**Activity**
A complete answer lists every line of the entries below where the string "Avenue" appears.

**Input data**

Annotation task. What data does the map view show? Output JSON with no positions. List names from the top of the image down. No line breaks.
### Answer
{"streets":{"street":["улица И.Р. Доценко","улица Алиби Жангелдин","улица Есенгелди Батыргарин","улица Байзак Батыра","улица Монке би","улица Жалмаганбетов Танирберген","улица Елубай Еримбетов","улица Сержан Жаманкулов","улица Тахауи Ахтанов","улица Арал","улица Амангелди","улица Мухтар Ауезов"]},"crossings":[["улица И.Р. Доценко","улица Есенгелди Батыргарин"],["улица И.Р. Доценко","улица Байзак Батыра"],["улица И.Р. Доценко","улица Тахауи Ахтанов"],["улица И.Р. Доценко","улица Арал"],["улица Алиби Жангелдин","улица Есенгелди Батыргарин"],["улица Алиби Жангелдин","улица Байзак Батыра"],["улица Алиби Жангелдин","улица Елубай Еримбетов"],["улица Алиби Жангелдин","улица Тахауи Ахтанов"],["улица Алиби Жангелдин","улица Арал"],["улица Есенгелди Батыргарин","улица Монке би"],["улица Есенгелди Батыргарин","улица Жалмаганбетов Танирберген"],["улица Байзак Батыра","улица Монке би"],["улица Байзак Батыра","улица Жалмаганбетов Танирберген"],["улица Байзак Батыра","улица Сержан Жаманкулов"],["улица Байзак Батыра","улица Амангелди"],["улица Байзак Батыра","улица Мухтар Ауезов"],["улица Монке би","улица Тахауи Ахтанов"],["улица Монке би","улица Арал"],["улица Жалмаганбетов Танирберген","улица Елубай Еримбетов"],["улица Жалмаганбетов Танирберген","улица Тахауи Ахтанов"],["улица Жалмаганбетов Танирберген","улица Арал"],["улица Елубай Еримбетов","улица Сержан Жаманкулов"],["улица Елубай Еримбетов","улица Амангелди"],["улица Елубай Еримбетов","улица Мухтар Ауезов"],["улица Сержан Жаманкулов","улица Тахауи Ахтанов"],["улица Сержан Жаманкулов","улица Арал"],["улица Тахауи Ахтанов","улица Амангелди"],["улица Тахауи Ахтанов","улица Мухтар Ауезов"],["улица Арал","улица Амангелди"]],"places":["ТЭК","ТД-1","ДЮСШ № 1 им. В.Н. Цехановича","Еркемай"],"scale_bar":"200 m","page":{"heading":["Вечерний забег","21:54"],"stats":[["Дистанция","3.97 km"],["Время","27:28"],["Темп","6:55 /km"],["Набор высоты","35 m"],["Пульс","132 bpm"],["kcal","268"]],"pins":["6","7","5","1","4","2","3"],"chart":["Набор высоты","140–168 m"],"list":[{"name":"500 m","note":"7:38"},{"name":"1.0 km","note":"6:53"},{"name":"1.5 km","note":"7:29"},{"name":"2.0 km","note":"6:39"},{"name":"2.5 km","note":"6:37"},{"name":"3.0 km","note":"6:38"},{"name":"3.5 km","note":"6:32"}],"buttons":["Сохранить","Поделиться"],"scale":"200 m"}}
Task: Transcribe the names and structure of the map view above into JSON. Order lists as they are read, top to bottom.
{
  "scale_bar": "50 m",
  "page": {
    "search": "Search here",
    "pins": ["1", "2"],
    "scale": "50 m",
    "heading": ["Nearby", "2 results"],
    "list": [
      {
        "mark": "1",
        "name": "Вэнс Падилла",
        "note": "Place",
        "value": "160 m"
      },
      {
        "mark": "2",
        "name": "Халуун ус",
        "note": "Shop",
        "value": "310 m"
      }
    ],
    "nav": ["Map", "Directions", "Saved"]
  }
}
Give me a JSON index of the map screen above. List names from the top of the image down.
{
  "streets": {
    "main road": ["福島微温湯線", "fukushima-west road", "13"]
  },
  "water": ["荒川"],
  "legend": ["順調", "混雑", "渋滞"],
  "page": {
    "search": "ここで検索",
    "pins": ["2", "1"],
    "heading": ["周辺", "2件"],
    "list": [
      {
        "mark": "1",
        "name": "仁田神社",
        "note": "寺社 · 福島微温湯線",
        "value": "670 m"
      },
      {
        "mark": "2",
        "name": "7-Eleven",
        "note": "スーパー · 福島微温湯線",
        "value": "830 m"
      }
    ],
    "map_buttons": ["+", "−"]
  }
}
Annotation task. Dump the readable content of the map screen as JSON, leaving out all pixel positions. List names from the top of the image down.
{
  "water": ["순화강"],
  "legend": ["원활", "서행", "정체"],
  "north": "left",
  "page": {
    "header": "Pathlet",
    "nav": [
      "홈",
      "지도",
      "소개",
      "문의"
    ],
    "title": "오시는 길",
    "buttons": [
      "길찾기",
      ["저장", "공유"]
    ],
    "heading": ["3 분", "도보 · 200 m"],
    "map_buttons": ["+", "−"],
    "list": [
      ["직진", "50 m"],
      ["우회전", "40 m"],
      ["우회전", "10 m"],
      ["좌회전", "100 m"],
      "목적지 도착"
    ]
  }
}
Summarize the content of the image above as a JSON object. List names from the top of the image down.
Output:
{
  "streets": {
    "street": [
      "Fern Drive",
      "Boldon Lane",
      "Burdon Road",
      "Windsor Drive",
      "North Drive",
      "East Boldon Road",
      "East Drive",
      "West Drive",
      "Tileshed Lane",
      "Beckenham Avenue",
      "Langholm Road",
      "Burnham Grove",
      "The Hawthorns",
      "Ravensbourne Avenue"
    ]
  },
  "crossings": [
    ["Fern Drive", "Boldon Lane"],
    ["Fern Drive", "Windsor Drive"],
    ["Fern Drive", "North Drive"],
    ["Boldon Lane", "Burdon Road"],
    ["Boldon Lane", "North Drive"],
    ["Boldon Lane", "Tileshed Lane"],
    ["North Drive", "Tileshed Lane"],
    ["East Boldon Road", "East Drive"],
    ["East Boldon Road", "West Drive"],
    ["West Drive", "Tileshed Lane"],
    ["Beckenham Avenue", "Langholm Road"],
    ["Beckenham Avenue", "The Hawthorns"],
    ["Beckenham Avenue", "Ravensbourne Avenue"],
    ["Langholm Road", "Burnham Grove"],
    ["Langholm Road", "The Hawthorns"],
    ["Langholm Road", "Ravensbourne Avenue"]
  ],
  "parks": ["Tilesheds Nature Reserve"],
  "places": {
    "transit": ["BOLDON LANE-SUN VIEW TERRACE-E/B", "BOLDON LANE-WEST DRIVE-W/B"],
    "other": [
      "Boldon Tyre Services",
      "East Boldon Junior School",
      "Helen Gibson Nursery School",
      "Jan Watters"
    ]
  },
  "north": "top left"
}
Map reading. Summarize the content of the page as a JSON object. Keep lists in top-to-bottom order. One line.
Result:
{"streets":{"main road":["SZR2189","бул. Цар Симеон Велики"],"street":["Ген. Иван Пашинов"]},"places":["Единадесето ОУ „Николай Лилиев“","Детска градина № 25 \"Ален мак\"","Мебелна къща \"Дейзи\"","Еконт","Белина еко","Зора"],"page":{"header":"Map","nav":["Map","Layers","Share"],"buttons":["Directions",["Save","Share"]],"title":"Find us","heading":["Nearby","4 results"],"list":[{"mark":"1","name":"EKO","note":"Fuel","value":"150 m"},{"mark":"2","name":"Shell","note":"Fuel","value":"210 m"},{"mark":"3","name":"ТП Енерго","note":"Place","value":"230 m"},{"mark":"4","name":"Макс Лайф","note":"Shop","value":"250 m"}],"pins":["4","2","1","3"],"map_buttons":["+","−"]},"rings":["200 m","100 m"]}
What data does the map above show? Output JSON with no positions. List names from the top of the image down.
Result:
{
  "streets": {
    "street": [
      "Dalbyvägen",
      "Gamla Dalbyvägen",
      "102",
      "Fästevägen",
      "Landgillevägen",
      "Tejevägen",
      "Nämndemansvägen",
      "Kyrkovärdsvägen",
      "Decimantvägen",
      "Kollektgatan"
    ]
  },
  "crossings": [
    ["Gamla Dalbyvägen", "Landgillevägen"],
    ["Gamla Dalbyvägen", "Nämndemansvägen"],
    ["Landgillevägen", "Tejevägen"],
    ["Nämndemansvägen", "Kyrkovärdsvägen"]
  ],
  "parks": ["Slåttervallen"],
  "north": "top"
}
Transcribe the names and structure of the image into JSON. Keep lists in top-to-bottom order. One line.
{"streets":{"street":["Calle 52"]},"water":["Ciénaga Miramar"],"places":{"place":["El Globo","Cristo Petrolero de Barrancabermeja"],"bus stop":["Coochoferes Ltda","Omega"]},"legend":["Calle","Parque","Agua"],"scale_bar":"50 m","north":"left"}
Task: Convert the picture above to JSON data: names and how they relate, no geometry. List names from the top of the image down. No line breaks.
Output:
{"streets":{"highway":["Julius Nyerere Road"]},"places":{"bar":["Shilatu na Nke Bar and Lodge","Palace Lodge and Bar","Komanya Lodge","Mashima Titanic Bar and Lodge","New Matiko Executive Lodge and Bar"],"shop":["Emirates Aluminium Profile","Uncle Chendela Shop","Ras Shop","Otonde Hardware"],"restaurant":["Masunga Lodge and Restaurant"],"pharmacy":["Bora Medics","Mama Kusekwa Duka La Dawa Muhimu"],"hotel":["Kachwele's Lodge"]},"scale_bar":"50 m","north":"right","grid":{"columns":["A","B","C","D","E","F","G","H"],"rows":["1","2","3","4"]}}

**Answer below**
      "Beckenham Avenue",
      "Ravensbourne Avenue"
    ["Beckenham Avenue", "Langholm Road"],
    ["Beckenham Avenue", "The Hawthorns"],
    ["Beckenham Avenue", "Ravensbourne Avenue"],
    ["Langholm Road", "Ravensbourne Avenue"]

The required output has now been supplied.